*** Opening EXCERPTED RECORDS ***
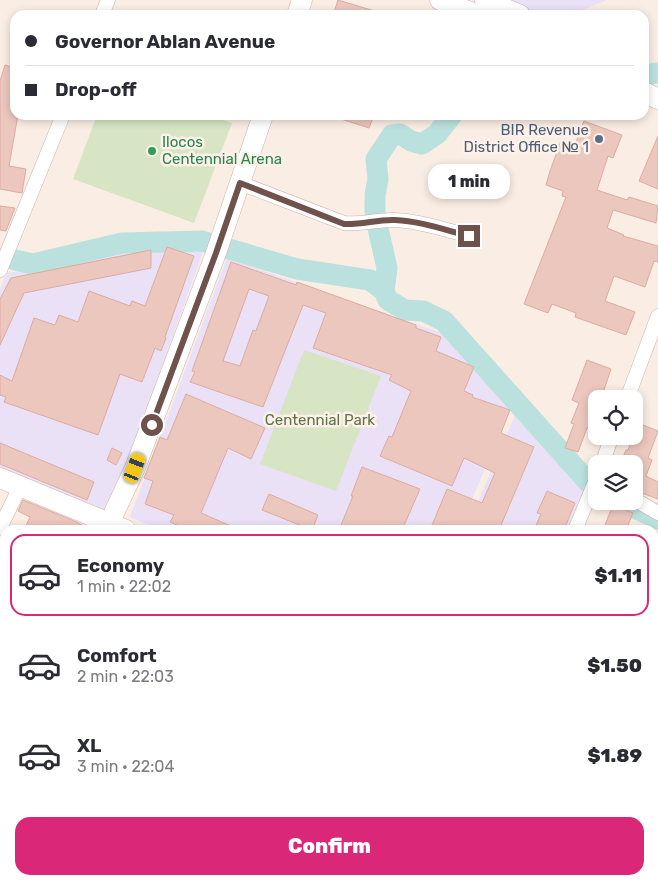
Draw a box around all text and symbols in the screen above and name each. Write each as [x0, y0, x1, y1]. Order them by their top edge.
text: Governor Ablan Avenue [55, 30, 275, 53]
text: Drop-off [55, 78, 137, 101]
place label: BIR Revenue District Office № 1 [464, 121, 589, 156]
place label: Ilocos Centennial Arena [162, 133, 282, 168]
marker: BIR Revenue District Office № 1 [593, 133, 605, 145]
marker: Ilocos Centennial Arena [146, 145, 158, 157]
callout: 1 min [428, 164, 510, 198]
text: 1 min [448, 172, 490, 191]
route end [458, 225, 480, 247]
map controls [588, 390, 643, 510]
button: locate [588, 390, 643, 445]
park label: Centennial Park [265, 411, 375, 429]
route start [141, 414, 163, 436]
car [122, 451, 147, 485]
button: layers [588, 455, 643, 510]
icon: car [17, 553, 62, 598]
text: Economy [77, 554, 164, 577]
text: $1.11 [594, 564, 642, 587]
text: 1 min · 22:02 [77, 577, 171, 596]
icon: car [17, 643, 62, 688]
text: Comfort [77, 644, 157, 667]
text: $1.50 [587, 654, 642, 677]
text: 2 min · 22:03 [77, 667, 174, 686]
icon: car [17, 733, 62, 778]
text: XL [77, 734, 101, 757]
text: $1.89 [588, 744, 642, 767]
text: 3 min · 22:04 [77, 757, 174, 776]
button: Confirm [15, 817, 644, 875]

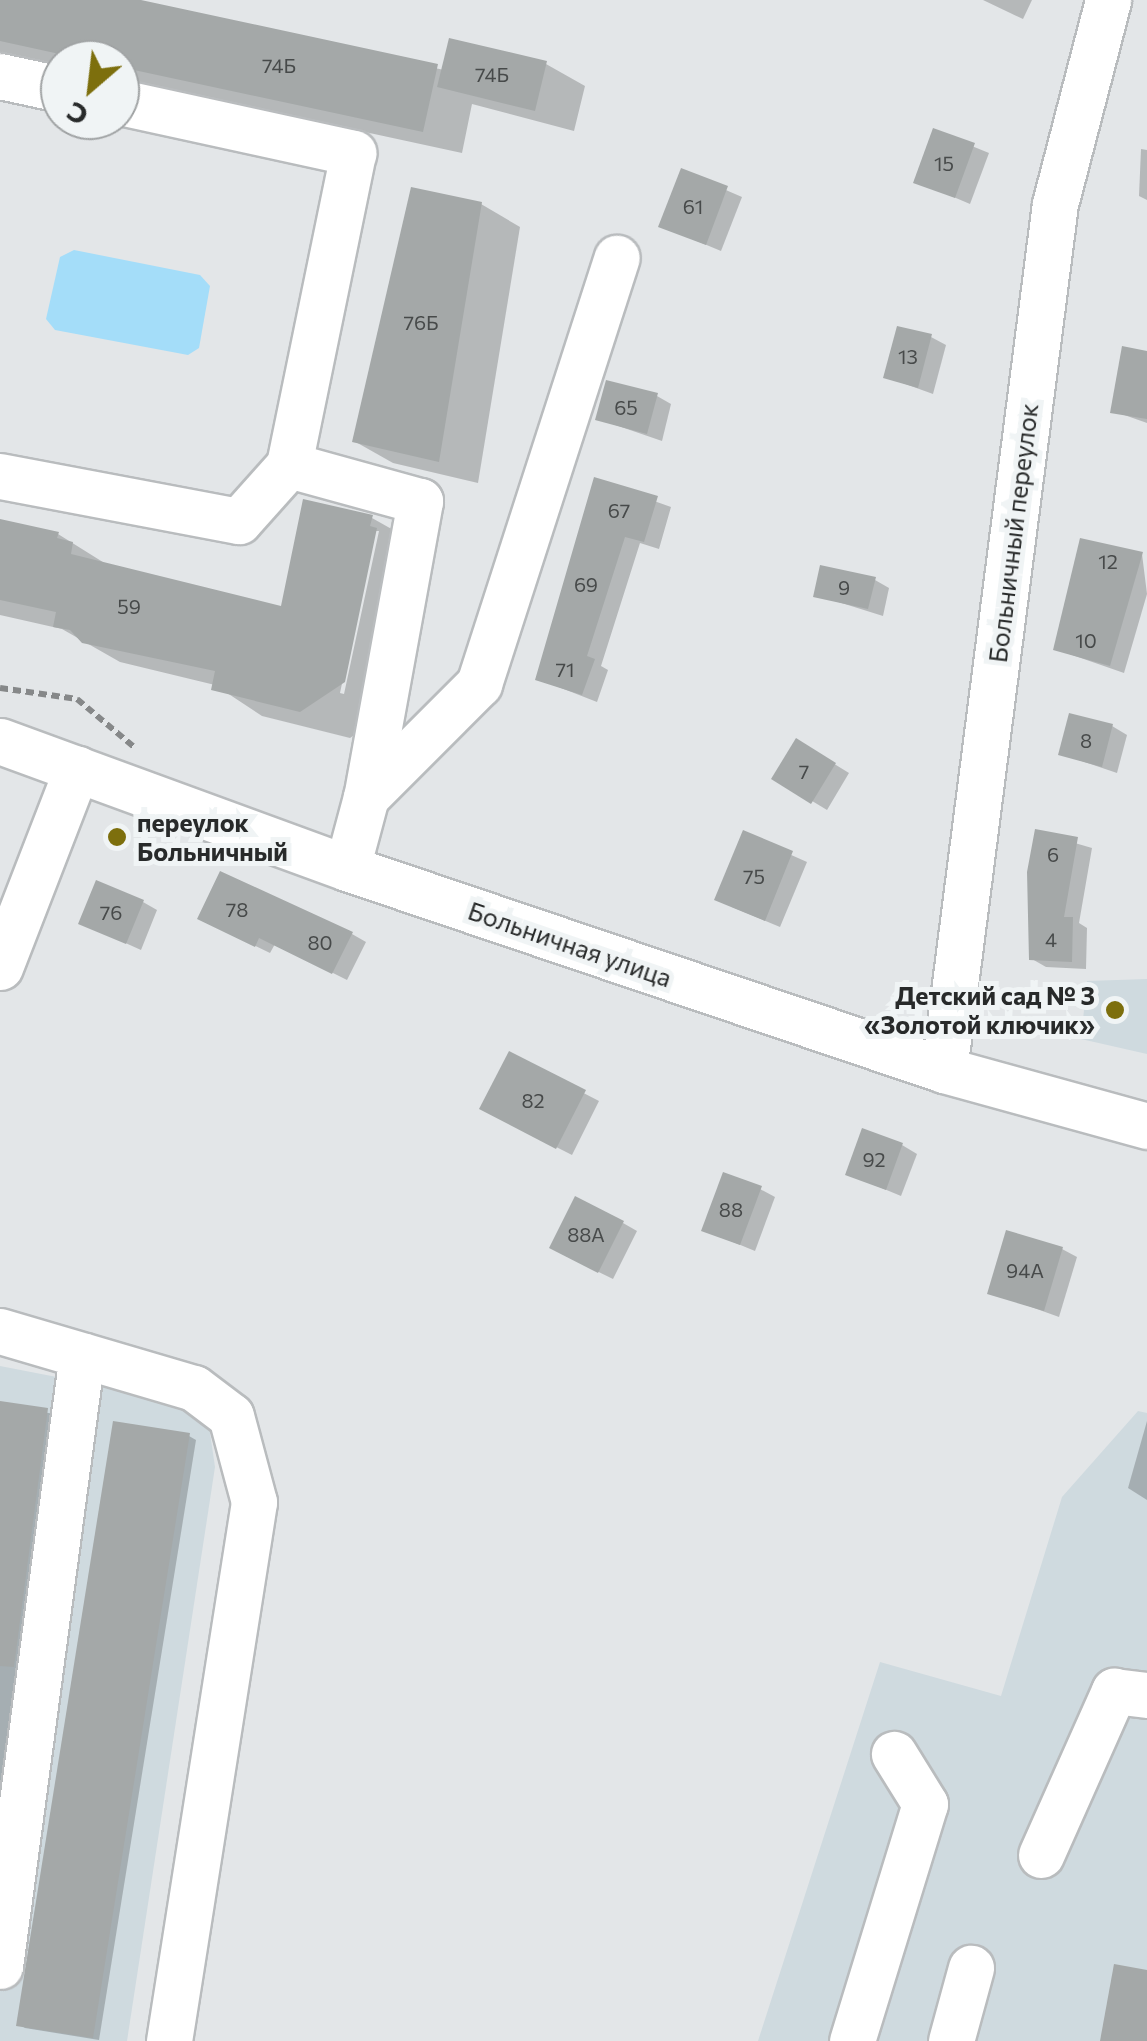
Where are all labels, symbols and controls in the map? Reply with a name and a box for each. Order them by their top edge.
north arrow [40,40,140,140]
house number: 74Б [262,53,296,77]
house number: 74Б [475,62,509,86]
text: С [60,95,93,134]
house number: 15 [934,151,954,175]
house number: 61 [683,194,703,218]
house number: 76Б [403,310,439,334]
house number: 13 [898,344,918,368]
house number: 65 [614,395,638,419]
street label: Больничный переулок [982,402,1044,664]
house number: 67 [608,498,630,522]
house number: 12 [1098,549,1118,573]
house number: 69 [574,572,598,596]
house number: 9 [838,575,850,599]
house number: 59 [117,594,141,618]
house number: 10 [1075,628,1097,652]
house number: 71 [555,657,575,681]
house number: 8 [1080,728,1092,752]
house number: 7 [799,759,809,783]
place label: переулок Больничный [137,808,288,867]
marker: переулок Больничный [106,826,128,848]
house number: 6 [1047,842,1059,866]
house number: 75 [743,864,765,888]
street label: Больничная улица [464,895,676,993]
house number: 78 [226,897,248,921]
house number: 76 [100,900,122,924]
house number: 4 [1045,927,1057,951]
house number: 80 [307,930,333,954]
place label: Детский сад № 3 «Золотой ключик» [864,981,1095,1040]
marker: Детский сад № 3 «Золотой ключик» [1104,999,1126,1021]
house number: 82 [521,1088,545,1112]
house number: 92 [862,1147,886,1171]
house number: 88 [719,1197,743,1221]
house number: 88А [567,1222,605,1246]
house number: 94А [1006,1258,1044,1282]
*** Closing EXCERPTED RECORDS ***
▶ **TASK INSTRUCTIONS**
Repeat the records in full, precisely, and keep the pictures out.

▶ **TASK RESPONSE**
Draw a box around all text and symbols in the screen above and name each. Write each as [x0, y0, x1, y1]. Order them by their top edge.
text: Governor Ablan Avenue [55, 30, 275, 53]
text: Drop-off [55, 78, 137, 101]
place label: BIR Revenue District Office № 1 [464, 121, 589, 156]
place label: Ilocos Centennial Arena [162, 133, 282, 168]
marker: BIR Revenue District Office № 1 [593, 133, 605, 145]
marker: Ilocos Centennial Arena [146, 145, 158, 157]
callout: 1 min [428, 164, 510, 198]
text: 1 min [448, 172, 490, 191]
route end [458, 225, 480, 247]
map controls [588, 390, 643, 510]
button: locate [588, 390, 643, 445]
park label: Centennial Park [265, 411, 375, 429]
route start [141, 414, 163, 436]
car [122, 451, 147, 485]
button: layers [588, 455, 643, 510]
icon: car [17, 553, 62, 598]
text: Economy [77, 554, 164, 577]
text: $1.11 [594, 564, 642, 587]
text: 1 min · 22:02 [77, 577, 171, 596]
icon: car [17, 643, 62, 688]
text: Comfort [77, 644, 157, 667]
text: $1.50 [587, 654, 642, 677]
text: 2 min · 22:03 [77, 667, 174, 686]
icon: car [17, 733, 62, 778]
text: XL [77, 734, 101, 757]
text: $1.89 [588, 744, 642, 767]
text: 3 min · 22:04 [77, 757, 174, 776]
button: Confirm [15, 817, 644, 875]

Where are all labels, symbols and controls in the map? Reply with a name and a box for each. Order them by their top edge.
north arrow [40,40,140,140]
house number: 74Б [262,53,296,77]
house number: 74Б [475,62,509,86]
text: С [60,95,93,134]
house number: 15 [934,151,954,175]
house number: 61 [683,194,703,218]
house number: 76Б [403,310,439,334]
house number: 13 [898,344,918,368]
house number: 65 [614,395,638,419]
street label: Больничный переулок [982,402,1044,664]
house number: 67 [608,498,630,522]
house number: 12 [1098,549,1118,573]
house number: 69 [574,572,598,596]
house number: 9 [838,575,850,599]
house number: 59 [117,594,141,618]
house number: 10 [1075,628,1097,652]
house number: 71 [555,657,575,681]
house number: 8 [1080,728,1092,752]
house number: 7 [799,759,809,783]
place label: переулок Больничный [137,808,288,867]
marker: переулок Больничный [106,826,128,848]
house number: 6 [1047,842,1059,866]
house number: 75 [743,864,765,888]
street label: Больничная улица [464,895,676,993]
house number: 78 [226,897,248,921]
house number: 76 [100,900,122,924]
house number: 4 [1045,927,1057,951]
house number: 80 [307,930,333,954]
place label: Детский сад № 3 «Золотой ключик» [864,981,1095,1040]
marker: Детский сад № 3 «Золотой ключик» [1104,999,1126,1021]
house number: 82 [521,1088,545,1112]
house number: 92 [862,1147,886,1171]
house number: 88 [719,1197,743,1221]
house number: 88А [567,1222,605,1246]
house number: 94А [1006,1258,1044,1282]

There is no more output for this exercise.